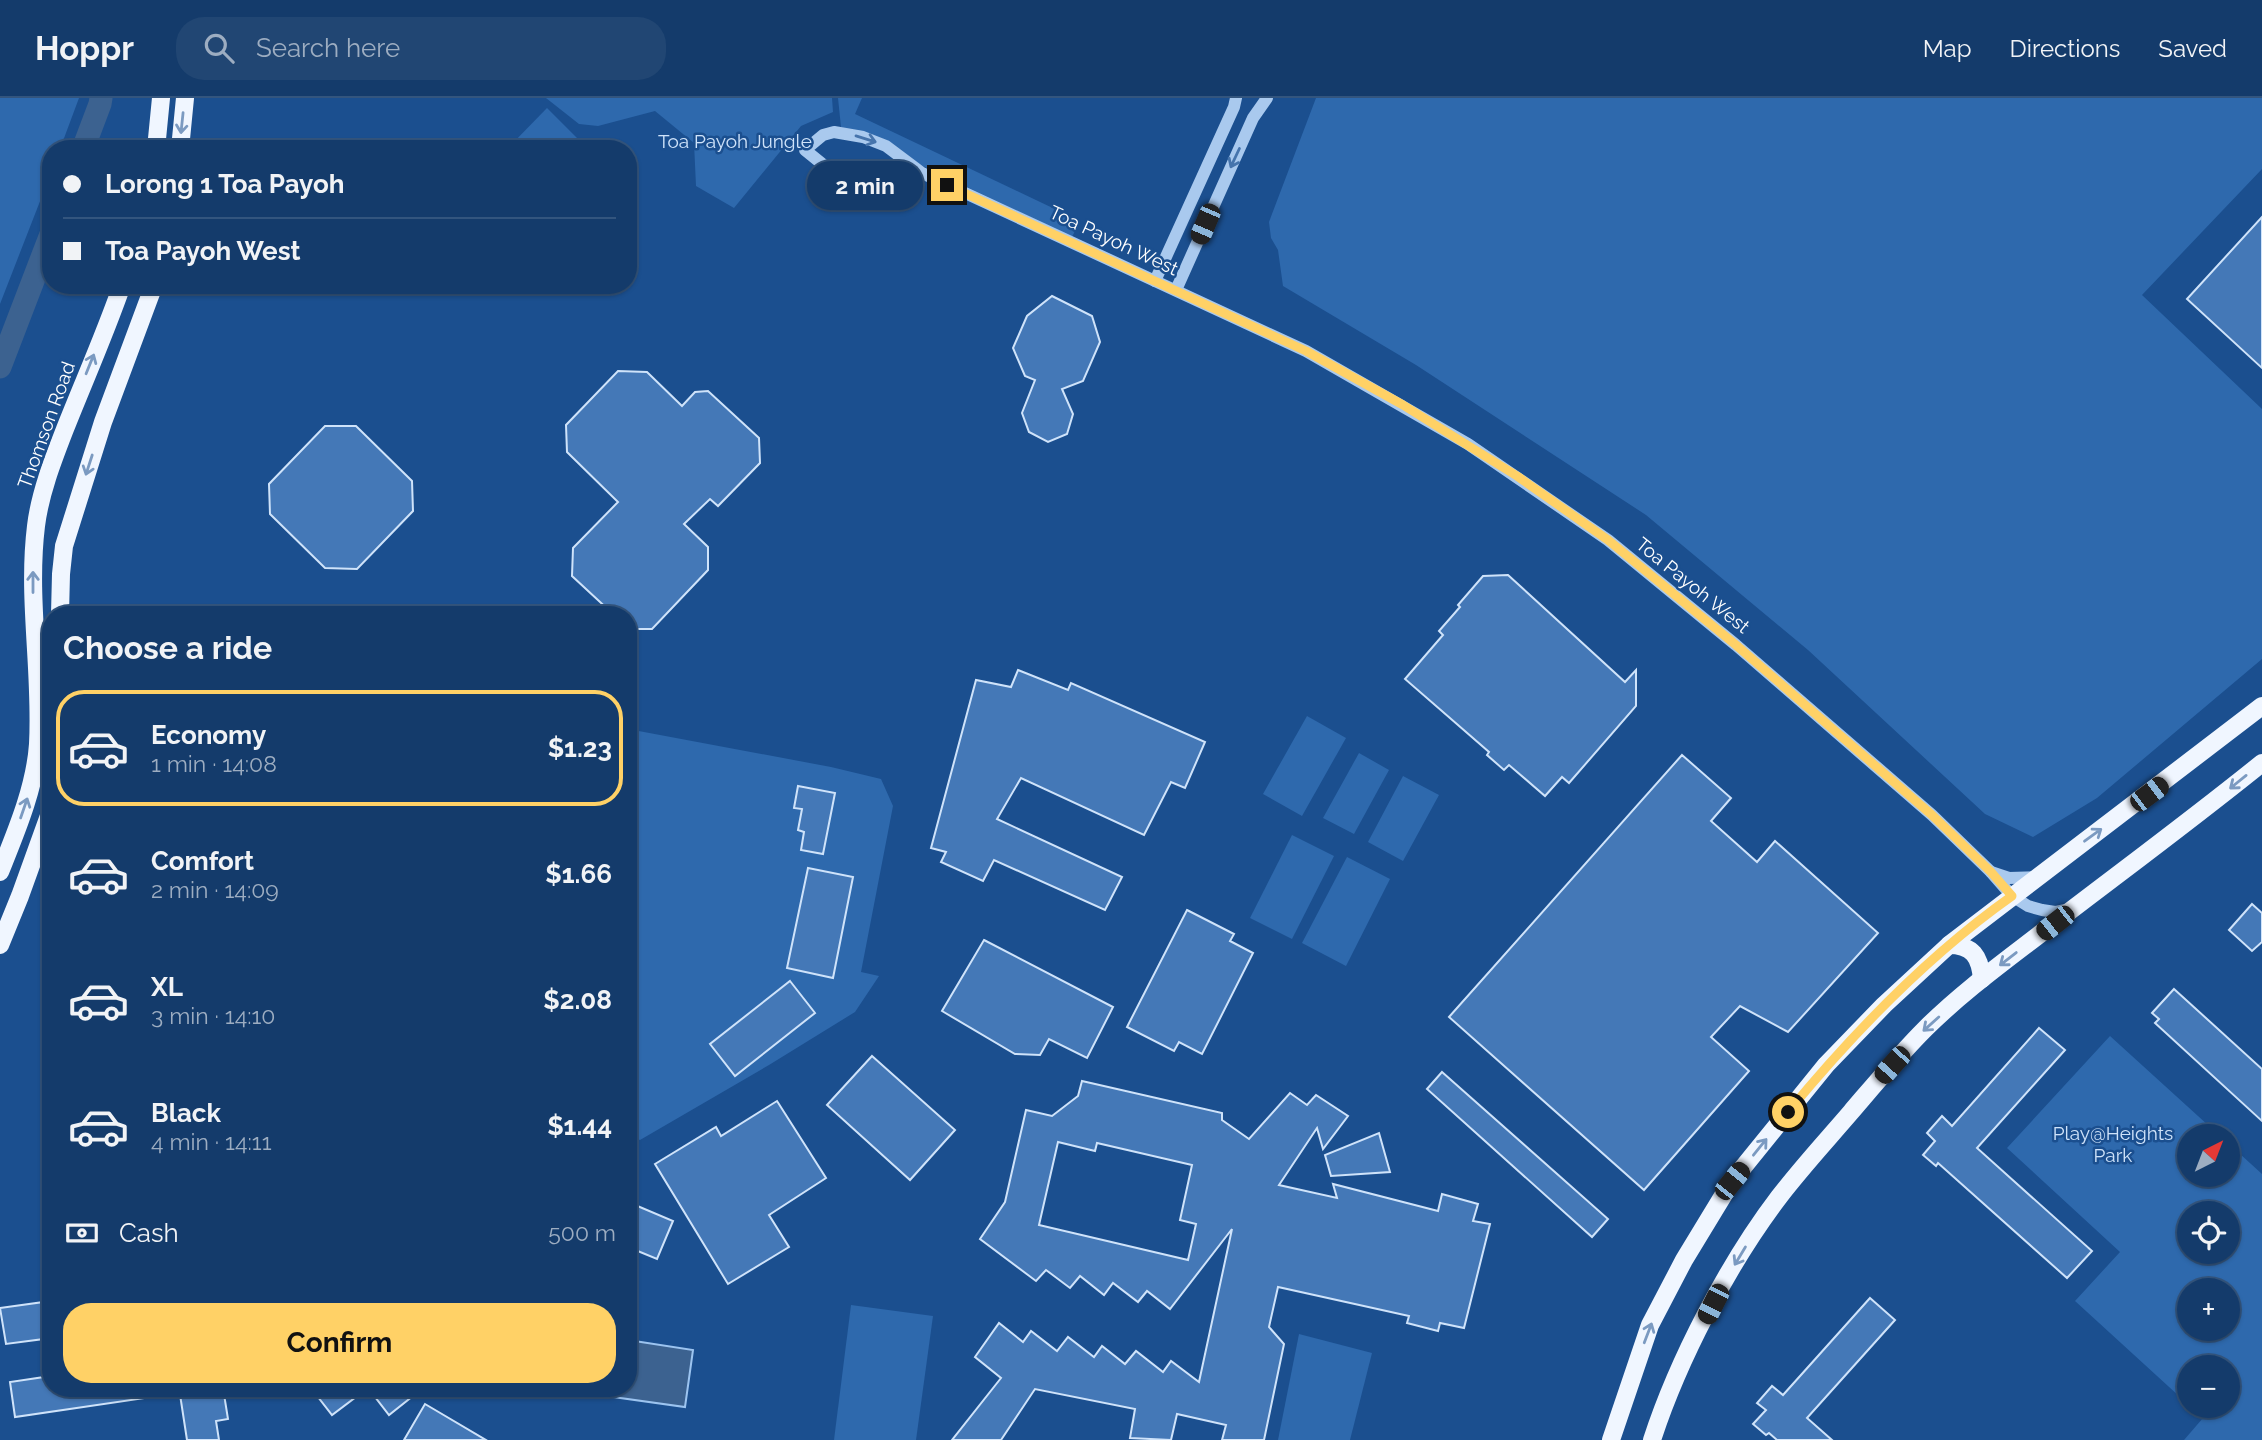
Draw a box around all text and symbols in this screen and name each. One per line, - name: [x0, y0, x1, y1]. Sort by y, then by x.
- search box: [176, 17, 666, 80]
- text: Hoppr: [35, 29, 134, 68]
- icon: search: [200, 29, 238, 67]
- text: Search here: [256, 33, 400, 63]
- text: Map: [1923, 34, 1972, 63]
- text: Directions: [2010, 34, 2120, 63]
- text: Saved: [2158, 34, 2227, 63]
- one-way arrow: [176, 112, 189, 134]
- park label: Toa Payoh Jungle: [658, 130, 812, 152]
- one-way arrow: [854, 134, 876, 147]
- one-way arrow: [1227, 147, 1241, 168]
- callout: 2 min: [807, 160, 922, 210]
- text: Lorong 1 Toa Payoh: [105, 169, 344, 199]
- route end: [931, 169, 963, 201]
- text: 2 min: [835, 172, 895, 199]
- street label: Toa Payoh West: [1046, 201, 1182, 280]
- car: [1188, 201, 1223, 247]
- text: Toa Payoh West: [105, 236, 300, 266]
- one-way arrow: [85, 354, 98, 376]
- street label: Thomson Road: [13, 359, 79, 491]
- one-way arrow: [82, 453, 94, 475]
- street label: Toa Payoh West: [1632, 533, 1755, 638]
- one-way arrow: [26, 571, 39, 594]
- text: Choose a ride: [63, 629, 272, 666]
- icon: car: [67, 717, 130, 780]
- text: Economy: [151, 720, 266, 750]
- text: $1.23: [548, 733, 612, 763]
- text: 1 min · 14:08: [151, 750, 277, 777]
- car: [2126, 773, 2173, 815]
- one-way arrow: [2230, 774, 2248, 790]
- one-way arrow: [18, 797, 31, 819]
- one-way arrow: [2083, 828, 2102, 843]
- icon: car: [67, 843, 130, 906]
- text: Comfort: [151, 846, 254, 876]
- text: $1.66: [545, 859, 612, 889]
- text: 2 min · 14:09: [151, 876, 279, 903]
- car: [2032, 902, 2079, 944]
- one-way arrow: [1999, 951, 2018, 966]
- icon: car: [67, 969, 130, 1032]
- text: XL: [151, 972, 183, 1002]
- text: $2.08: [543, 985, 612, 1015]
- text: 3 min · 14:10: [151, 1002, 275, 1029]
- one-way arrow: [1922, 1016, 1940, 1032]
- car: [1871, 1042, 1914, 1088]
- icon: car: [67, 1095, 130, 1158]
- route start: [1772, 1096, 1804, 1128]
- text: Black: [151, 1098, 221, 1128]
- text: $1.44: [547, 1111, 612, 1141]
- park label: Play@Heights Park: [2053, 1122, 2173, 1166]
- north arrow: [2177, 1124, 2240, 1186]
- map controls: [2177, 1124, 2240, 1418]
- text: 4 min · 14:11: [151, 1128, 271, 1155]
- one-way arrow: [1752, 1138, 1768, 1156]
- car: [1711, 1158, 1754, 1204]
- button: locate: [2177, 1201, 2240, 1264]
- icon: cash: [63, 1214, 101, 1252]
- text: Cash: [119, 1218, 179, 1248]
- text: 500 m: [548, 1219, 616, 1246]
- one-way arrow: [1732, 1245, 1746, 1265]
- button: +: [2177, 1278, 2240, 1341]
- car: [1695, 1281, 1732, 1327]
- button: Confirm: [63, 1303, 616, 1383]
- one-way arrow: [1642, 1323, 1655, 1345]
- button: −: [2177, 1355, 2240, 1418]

────────────────────

WORK INSTRUCTION
In your copy of the entries above, leave out the pictures and keep every word exact.

TASK ANSWER
Draw a box around all text and symbols in this screen and name each. One per line, - name: [x0, y0, x1, y1]. Sort by y, then by x.
- search box: [176, 17, 666, 80]
- text: Hoppr: [35, 29, 134, 68]
- icon: search: [200, 29, 238, 67]
- text: Search here: [256, 33, 400, 63]
- text: Map: [1923, 34, 1972, 63]
- text: Directions: [2010, 34, 2120, 63]
- text: Saved: [2158, 34, 2227, 63]
- one-way arrow: [176, 112, 189, 134]
- park label: Toa Payoh Jungle: [658, 130, 812, 152]
- one-way arrow: [854, 134, 876, 147]
- one-way arrow: [1227, 147, 1241, 168]
- callout: 2 min: [807, 160, 922, 210]
- text: Lorong 1 Toa Payoh: [105, 169, 344, 199]
- route end: [931, 169, 963, 201]
- text: 2 min: [835, 172, 895, 199]
- street label: Toa Payoh West: [1046, 201, 1182, 280]
- car: [1188, 201, 1223, 247]
- text: Toa Payoh West: [105, 236, 300, 266]
- one-way arrow: [85, 354, 98, 376]
- street label: Thomson Road: [13, 359, 79, 491]
- one-way arrow: [82, 453, 94, 475]
- street label: Toa Payoh West: [1632, 533, 1755, 638]
- one-way arrow: [26, 571, 39, 594]
- text: Choose a ride: [63, 629, 272, 666]
- icon: car: [67, 717, 130, 780]
- text: Economy: [151, 720, 266, 750]
- text: $1.23: [548, 733, 612, 763]
- text: 1 min · 14:08: [151, 750, 277, 777]
- car: [2126, 773, 2173, 815]
- one-way arrow: [2230, 774, 2248, 790]
- one-way arrow: [18, 797, 31, 819]
- one-way arrow: [2083, 828, 2102, 843]
- icon: car: [67, 843, 130, 906]
- text: Comfort: [151, 846, 254, 876]
- text: $1.66: [545, 859, 612, 889]
- text: 2 min · 14:09: [151, 876, 279, 903]
- car: [2032, 902, 2079, 944]
- one-way arrow: [1999, 951, 2018, 966]
- icon: car: [67, 969, 130, 1032]
- text: XL: [151, 972, 183, 1002]
- text: $2.08: [543, 985, 612, 1015]
- text: 3 min · 14:10: [151, 1002, 275, 1029]
- one-way arrow: [1922, 1016, 1940, 1032]
- car: [1871, 1042, 1914, 1088]
- icon: car: [67, 1095, 130, 1158]
- route start: [1772, 1096, 1804, 1128]
- text: Black: [151, 1098, 221, 1128]
- text: $1.44: [547, 1111, 612, 1141]
- park label: Play@Heights Park: [2053, 1122, 2173, 1166]
- north arrow: [2177, 1124, 2240, 1186]
- map controls: [2177, 1124, 2240, 1418]
- text: 4 min · 14:11: [151, 1128, 271, 1155]
- one-way arrow: [1752, 1138, 1768, 1156]
- car: [1711, 1158, 1754, 1204]
- button: locate: [2177, 1201, 2240, 1264]
- icon: cash: [63, 1214, 101, 1252]
- text: Cash: [119, 1218, 179, 1248]
- text: 500 m: [548, 1219, 616, 1246]
- one-way arrow: [1732, 1245, 1746, 1265]
- button: +: [2177, 1278, 2240, 1341]
- car: [1695, 1281, 1732, 1327]
- button: Confirm: [63, 1303, 616, 1383]
- one-way arrow: [1642, 1323, 1655, 1345]
- button: −: [2177, 1355, 2240, 1418]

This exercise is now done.